→ **Exercise material**
•••••
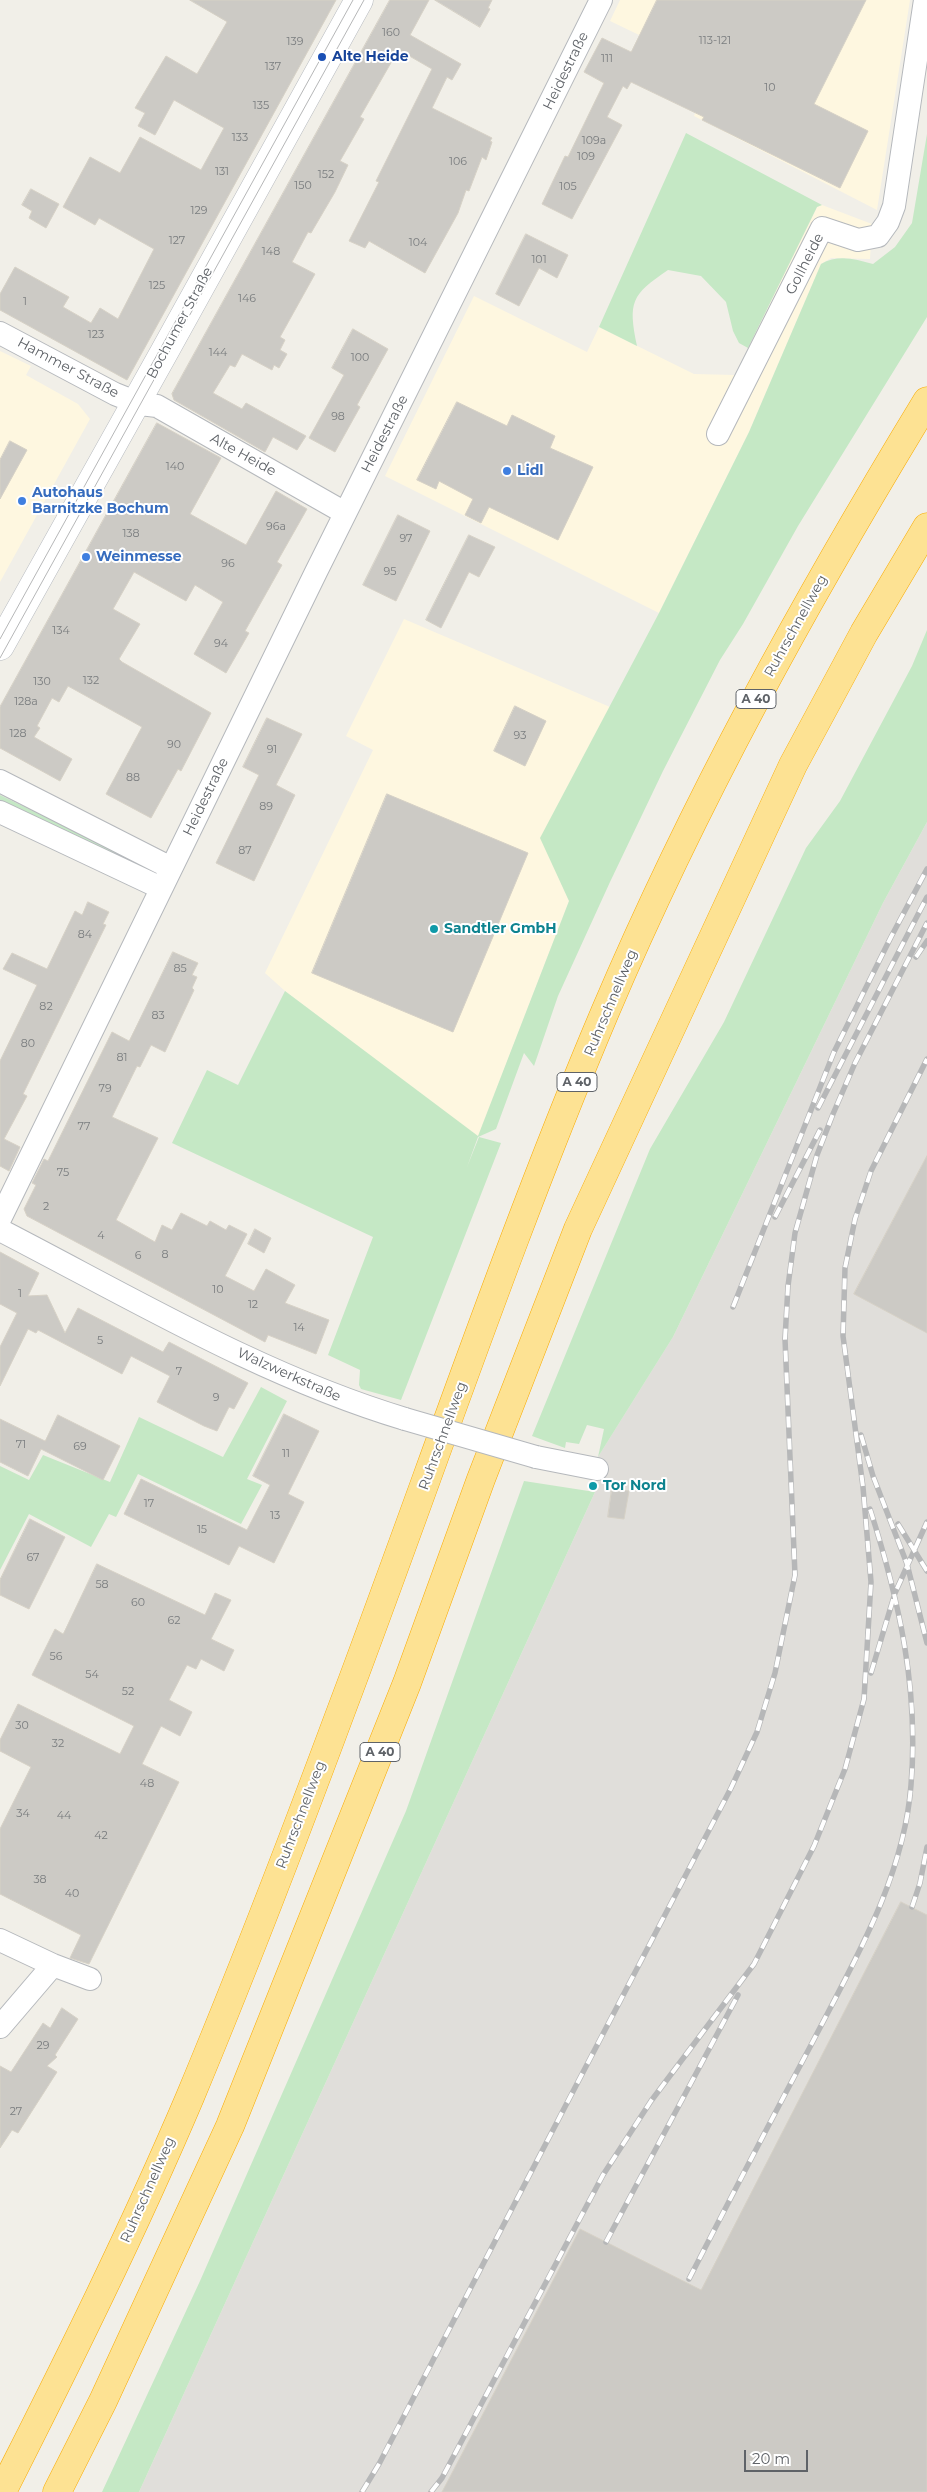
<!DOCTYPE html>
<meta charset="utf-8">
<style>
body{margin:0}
#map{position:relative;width:927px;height:2492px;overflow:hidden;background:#f1efe8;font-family:Montserrat,sans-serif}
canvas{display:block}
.scale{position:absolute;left:744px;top:2450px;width:64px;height:22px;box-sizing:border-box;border:2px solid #5f6368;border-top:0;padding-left:6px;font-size:15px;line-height:18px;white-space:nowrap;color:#5f6368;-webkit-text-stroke:4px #fff;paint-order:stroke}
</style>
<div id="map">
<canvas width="927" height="2492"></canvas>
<div class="scale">20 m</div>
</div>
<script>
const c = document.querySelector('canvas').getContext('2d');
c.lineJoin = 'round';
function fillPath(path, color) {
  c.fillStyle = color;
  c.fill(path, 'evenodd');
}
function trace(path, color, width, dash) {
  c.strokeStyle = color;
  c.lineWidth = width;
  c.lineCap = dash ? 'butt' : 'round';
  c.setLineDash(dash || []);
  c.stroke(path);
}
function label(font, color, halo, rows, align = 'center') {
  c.font = font + ' Montserrat,sans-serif';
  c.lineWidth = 4;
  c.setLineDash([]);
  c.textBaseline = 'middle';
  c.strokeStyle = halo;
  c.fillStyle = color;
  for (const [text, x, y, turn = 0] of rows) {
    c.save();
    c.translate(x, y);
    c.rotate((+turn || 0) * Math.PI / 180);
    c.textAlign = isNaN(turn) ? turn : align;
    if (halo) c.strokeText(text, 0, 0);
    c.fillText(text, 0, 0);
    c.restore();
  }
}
const commercial = new Path2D(`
 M620 0H910L877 210 694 116 712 70 610 21Z
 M822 205 872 224 870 259 831 258 821 264 749 432 659 613 385 476 474 296 587 352 599 327 694 374 735 375 817 207Z
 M0 351 31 366 26 375 78 404 90 419 0 582Z
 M404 619 610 707 541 838 569 901 478 1137 285 991 265 973 373 750 346 736Z`);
const industrial = new Path2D(`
 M927 822V2492H139L595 1492 598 1457 673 1337 883 903Z`);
const green = new Path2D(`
 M686 133 822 205 817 207 748 348 739 343 733 331 726 302 701 276 668 270C631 295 628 302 637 346L599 327Z
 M927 134V317L798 526 743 624 720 660 663 771 610 882 558 996 534 1066 524 1053 496 1129 478 1137 467 1167 479 1137 501 1143 401 1400 361 1389 359 1385 360 1370 328 1355 373 1237 172 1143 207 1070 238 1085 285 991 478 1136 569 901 540 838 659 613 749 432 821 264C838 254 855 259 873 264L895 247 912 223Z
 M927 630V822L883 903 673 1337 598 1457 604 1429 587 1425 579 1444 566 1442 565 1448 532 1436 650 1149 724 1022 806 848 840 801 912 666Z
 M0 795 135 860 134 864 0 802Z
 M261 1387 287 1401 247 1479 262 1485 241 1524 138 1474 116 1517 109 1514 91 1547 29 1514 0 1570V1466L29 1480 43 1455 110 1482 139 1417 223 1457Z
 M524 1481 595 1492 139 2492H102L200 2281 406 1811Z`);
const building = new Path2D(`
 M190 0H336L127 380 0 310V294L15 267 69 297 63 307 91 323 100 308 118 319 154 249 99 218 95 225 63 207 90 157 120 173 140 137 201 170 224 128 174 100 155 135 138 126 145 113 135 108 166 56 197 74 227 22Z
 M390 0H429L410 35 461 64 452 80 447 77 432 108 492 138 490 141 492 142 486 160 482 157 469 191 466 190 458 213 425 273 369 241 365 248 349 241 379 182 376 181 432 69 399 50 396 54 360 117 364 119 340 161 348 165 335 192 311 233 308 232 292 262 315 274 280 337 285 340 280 350 287 354 279 368 274 365 272 370 242 354 235 367 230 365 213 393 242 409 246 403 306 436 297 450 273 437 265 452 174 400 172 394Z
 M435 0H492L488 8 490 9 480 27Z
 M657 0H866L814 104 868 131 840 188 702 120 704 117 631 82 627 89 623 86 607 117 622 125 572 219 542 204 565 156 568 157 604 83 584 72 602 38 631 52Z
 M31 189 59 204 46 228 29 218 32 211 22 205Z
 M526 234 568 255 557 278 539 268 519 306 496 294Z
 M353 329 388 349 357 405 360 407 335 452 309 438 344 375 332 368Z
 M457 402 507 426 512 415 555 436 550 448 593 467 558 540 489 507 481 523 465 515 473 499 439 481 436 489 417 480Z
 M157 423 221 458 190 514 246 545 276 491 307 509 277 562 282 565 245 631 249 633 226 673 194 654 223 602 195 585 186 601 134 572 113 609 140 624 119 659 122 662 211 713 181 771 178 769 151 818 106 794 142 727 68 686 59 702 52 698 37 726 40 728 34 737 72 759 60 781 0 748V707Z
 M10 441 27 450 0 499V460Z
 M398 515 430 531 396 601 363 585Z
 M469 535 495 547 479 577 469 572 441 628 426 620Z
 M515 706 546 721 525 766 494 751Z
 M267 718 302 734 276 785 295 795 254 881 216 863 259 775 243 767Z
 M387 794 528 853 453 1032 312 973Z
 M88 902 109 912 103 924 106 925 23 1094 27 1096 4 1139 20 1147 9 1171 0 1166V1061L37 985 3 969 12 953 47 969 75 911 82 915Z
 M173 952 198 963 192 975 197 977 192 988 194 990 165 1052 151 1045 140 1067 137 1066 112 1117 158 1138 116 1220 155 1242 162 1225 172 1230 181 1213 207 1226 210 1221 226 1230 229 1225 247 1234 225 1276 254 1291 266 1269 295 1285 285 1303 329 1320 316 1354 268 1335 265 1342 27 1216 24 1209 36 1185 32 1183 44 1159 48 1161 112 1032 129 1041Z
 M927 1156V1333L854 1294Z
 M255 1229 271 1238 264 1253 248 1244Z
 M0 1252 39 1273 28 1296 47 1295 65 1333 78 1308 163 1352 169 1342 248 1383 234 1409 229 1407 217 1431 204 1426 157 1402 170 1376 131 1356 122 1374 38 1330 36 1333 28 1329 0 1386V1347L17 1313 0 1304Z
 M284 1414 319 1431 288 1494 304 1502 274 1563 239 1546 229 1565 124 1514 141 1479 247 1530 270 1485 253 1476Z
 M58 1415 120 1446 103 1480 41 1449 28 1476 0 1462V1419L45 1441Z
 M612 1489 629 1491 624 1519 608 1517Z
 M30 1519 65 1537 29 1609 0 1595V1580Z
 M97 1564 205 1615 215 1593 231 1600 211 1639 234 1650 224 1671 201 1659 196 1669 187 1665 169 1700 192 1712 180 1736 161 1726 142 1764 179 1782 89 1964 70 1958 81 1935 0 1894V1829L31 1767 0 1751V1740L18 1704 120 1754 134 1726 32 1675 55 1629 63 1634Z
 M901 1902 927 1915V2492H442L580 2229 701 2290Z
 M62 2008 78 2019 55 2055 57 2057 47 2066 57 2072 18 2133 12 2130 0 2148V2066L11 2072 43 2023 50 2028Z`);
const street = new Path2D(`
 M0 333 115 394 140 404 157 406 345 513
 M718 434 822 228 858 240 878 236 888 222 894 206 925 0
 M0 781 171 868
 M0 812 161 888
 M0 1219 316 572 601 0
 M0 1230C132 1298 262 1376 405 1419
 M536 1457 597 1469
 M0 1940 53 1965 90 1979
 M0 2027 53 1965`);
const secondary = new Path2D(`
 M0 646C120 431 241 216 359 0`);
const highway = new Path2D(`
 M2 2492C68 2362 133 2231 190 2097 243 1970 293 1840 341 1711 429 1478 508 1241 605 1012 695 800 807 598 927 401
 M57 2492 103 2401 230 2126 407 1683 481 1479 578 1229 793 765 864 633 927 527`);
const tram = new Path2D(`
 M0 639 353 0
 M0 658 364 0`);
const rail = new Path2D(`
 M916 957 927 941
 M818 1108 927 897
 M775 1217 820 1130
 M733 1307 834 1052 891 937 927 869
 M861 1435 873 1476 907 1564 927 1643
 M898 1524 927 1571
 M871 1673 895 1593 927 1522
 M912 1907 920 1883 927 1847
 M606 2242 738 1995
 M689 2279C729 2201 769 2124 810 2047 852 1965 904 1879 911 1785 919 1688 899 1600 870 1509
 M362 2492 379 2464 731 1788 757 1732 775 1673 795 1575 785 1339 788 1286 795 1233 817 1155 833 1114 855 1063 927 923
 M431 2492 442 2478 603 2175 651 2101 754 1964 814 1846 845 1769 864 1699 871 1582 863 1487 843 1336 845 1268 855 1219 871 1171 927 1059`);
const streetBridge = new Path2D(`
 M405 1419 536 1457`);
const markers = [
 [322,57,5,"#1a4fb4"],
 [507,471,5,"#3f7fe0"],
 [22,501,5,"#3f7fe0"],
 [86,557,5,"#3f7fe0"],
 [434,929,5,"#0f9aa8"],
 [593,1486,5,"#0f9aa8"]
];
const numberNames = [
 ["160",391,33],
 ["113-121",715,41],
 ["139",295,42],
 ["111",607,59],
 ["137",273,67],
 ["10",770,88],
 ["135",261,106],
 ["133",240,138],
 ["109a",594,141],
 ["109",586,157],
 ["106",458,162],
 ["131",222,172],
 ["152",326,175],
 ["150",303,186],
 ["105",568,187],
 ["129",199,211],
 ["127",177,241],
 ["104",418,243],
 ["148",271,252],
 ["101",539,260],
 ["125",157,286],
 ["146",247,299],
 ["1",25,302],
 ["123",96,335],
 ["144",218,353],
 ["100",360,358],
 ["98",338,417],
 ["140",175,467],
 ["96a",276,527],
 ["138",131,534],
 ["97",406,539],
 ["96",228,564],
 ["95",390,572],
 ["134",61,631],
 ["94",221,644],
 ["132",91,681],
 ["130",42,682],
 ["128a",26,702],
 ["128",18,734],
 ["93",520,736],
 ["90",174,745],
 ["91",272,750],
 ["88",133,778],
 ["89",266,807],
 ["87",245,851],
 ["84",85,935],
 ["85",180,969],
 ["82",46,1007],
 ["83",158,1016],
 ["80",28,1044],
 ["81",122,1058],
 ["79",105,1089],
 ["77",84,1127],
 ["75",63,1173],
 ["2",46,1207],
 ["4",101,1236],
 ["8",165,1255],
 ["6",138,1256],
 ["10",218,1290],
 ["1",20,1294],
 ["12",253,1305],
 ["14",299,1328],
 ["5",100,1341],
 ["7",179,1372],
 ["9",216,1398],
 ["71",21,1445],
 ["69",80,1447],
 ["11",286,1454],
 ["17",149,1504],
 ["13",275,1516],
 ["15",202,1530],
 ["67",33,1558],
 ["58",102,1585],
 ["60",138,1603],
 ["62",174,1621],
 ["56",56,1657],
 ["54",92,1675],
 ["52",128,1692],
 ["30",22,1726],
 ["32",58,1744],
 ["48",147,1784],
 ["34",23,1814],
 ["44",64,1816],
 ["42",101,1836],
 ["38",40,1880],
 ["40",72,1894],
 ["29",43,2046],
 ["27",16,2112]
];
const shields = [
 [756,699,40],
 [577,1082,40],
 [380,1752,40]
];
const shieldNames = [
 ["A 40",756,699],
 ["A 40",577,1082],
 ["A 40",380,1752]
];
const transitNames = [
 ["Alte Heide",332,57]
];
const streetNames = [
 ["Heidestraße",566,71,-64],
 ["Gollheide",805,264,-63],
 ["Bochumer Straße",180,323,-62],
 ["Hammer Straße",68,368,28],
 ["Heidestraße",385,434,-63],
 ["Alte Heide",243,455,29],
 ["Ruhrschnellweg",796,626,-61],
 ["Heidestraße",206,797,-64],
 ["Ruhrschnellweg",611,1003,-67],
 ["Walzwerkstraße",289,1375,24],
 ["Ruhrschnellweg",443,1436,-70],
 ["Ruhrschnellweg",301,1815,-69],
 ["Ruhrschnellweg",148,2190,-66]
];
const shopNames = [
 ["Lidl",517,471],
 ["Autohaus",32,493],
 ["Barnitzke Bochum",32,509],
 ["Weinmesse",96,557]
];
const cultureNames = [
 ["Sandtler GmbH",444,929],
 ["Tor Nord",603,1486]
];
fillPath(commercial, '#fef7e0');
fillPath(industrial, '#e0deda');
fillPath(green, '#c5e8c5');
fillPath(building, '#cccac5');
trace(building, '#d6d1c6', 1);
trace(street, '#b5b8bc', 24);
trace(secondary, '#b6babf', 29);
trace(highway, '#f9ab00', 29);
trace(street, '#fff', 22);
trace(secondary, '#fff', 28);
trace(highway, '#fde293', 28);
trace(tram, '#b6b7b8', 1);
trace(rail, '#b6b7b8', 5.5);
trace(rail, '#fff', 4, [11]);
trace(streetBridge, '#b5b8bc', 24, []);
trace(streetBridge, '#fff', 22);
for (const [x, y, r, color] of markers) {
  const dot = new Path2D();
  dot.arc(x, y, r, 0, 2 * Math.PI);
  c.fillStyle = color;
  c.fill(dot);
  trace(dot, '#fff', 2);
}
label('11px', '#7a7d7f', null, numberNames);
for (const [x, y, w] of shields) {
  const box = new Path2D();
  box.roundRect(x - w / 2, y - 9.5, w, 19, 4);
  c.fillStyle = '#fff';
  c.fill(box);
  trace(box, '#5f6368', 1);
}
label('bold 12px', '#5f6368', null, shieldNames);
label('bold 14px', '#164399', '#fff', transitNames, 'left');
label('14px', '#5f6368', '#fff', streetNames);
label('bold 14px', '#366cbe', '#fff', shopNames, 'left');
label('bold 14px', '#0d838f', '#fff', cultureNames, 'left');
</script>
•••••
→ **What you should do**
Every line of the material that holds the word "strokeStyle" must be found and copied.

→ **Expected answer**
  c.strokeStyle = color;
  c.strokeStyle = halo;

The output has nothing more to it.